Data items —
===
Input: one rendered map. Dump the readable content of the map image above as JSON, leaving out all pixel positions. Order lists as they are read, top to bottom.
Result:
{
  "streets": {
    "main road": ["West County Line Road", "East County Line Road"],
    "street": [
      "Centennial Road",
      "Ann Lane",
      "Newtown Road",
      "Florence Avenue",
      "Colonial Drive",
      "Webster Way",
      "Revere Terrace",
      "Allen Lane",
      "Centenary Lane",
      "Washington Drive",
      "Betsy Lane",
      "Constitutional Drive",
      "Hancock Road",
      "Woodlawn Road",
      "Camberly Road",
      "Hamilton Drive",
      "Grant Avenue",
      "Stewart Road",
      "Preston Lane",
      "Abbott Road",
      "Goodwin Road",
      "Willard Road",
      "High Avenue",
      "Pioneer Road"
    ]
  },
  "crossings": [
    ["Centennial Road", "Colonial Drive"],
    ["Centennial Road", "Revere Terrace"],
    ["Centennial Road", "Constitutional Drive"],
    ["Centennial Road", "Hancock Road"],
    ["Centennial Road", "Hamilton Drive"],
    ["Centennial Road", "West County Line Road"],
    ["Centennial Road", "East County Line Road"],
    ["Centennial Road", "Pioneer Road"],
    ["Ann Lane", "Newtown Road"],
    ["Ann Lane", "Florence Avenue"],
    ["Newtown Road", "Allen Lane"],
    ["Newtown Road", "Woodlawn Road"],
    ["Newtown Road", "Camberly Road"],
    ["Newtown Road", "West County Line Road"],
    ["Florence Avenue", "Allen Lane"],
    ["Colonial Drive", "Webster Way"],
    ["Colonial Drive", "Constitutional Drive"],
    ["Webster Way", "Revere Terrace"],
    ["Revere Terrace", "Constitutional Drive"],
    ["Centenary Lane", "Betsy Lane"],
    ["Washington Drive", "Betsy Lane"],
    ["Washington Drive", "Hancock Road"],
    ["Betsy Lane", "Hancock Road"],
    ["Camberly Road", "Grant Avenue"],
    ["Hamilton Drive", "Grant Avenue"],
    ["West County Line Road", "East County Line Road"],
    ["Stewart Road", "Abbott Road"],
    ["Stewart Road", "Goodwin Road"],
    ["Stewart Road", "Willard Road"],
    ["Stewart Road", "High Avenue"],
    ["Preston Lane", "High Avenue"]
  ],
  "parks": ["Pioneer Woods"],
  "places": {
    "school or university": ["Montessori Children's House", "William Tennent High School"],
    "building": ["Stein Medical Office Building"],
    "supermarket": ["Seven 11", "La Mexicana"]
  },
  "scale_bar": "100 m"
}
===
PROBLEM TO SOLVE —
All of the records need to be transcribed exactly.

THE ANSWER —
Input: one rendered map. Dump the readable content of the map image above as JSON, leaving out all pixel positions. Order lists as they are read, top to bottom.
Result:
{
  "streets": {
    "main road": ["West County Line Road", "East County Line Road"],
    "street": [
      "Centennial Road",
      "Ann Lane",
      "Newtown Road",
      "Florence Avenue",
      "Colonial Drive",
      "Webster Way",
      "Revere Terrace",
      "Allen Lane",
      "Centenary Lane",
      "Washington Drive",
      "Betsy Lane",
      "Constitutional Drive",
      "Hancock Road",
      "Woodlawn Road",
      "Camberly Road",
      "Hamilton Drive",
      "Grant Avenue",
      "Stewart Road",
      "Preston Lane",
      "Abbott Road",
      "Goodwin Road",
      "Willard Road",
      "High Avenue",
      "Pioneer Road"
    ]
  },
  "crossings": [
    ["Centennial Road", "Colonial Drive"],
    ["Centennial Road", "Revere Terrace"],
    ["Centennial Road", "Constitutional Drive"],
    ["Centennial Road", "Hancock Road"],
    ["Centennial Road", "Hamilton Drive"],
    ["Centennial Road", "West County Line Road"],
    ["Centennial Road", "East County Line Road"],
    ["Centennial Road", "Pioneer Road"],
    ["Ann Lane", "Newtown Road"],
    ["Ann Lane", "Florence Avenue"],
    ["Newtown Road", "Allen Lane"],
    ["Newtown Road", "Woodlawn Road"],
    ["Newtown Road", "Camberly Road"],
    ["Newtown Road", "West County Line Road"],
    ["Florence Avenue", "Allen Lane"],
    ["Colonial Drive", "Webster Way"],
    ["Colonial Drive", "Constitutional Drive"],
    ["Webster Way", "Revere Terrace"],
    ["Revere Terrace", "Constitutional Drive"],
    ["Centenary Lane", "Betsy Lane"],
    ["Washington Drive", "Betsy Lane"],
    ["Washington Drive", "Hancock Road"],
    ["Betsy Lane", "Hancock Road"],
    ["Camberly Road", "Grant Avenue"],
    ["Hamilton Drive", "Grant Avenue"],
    ["West County Line Road", "East County Line Road"],
    ["Stewart Road", "Abbott Road"],
    ["Stewart Road", "Goodwin Road"],
    ["Stewart Road", "Willard Road"],
    ["Stewart Road", "High Avenue"],
    ["Preston Lane", "High Avenue"]
  ],
  "parks": ["Pioneer Woods"],
  "places": {
    "school or university": ["Montessori Children's House", "William Tennent High School"],
    "building": ["Stein Medical Office Building"],
    "supermarket": ["Seven 11", "La Mexicana"]
  },
  "scale_bar": "100 m"
}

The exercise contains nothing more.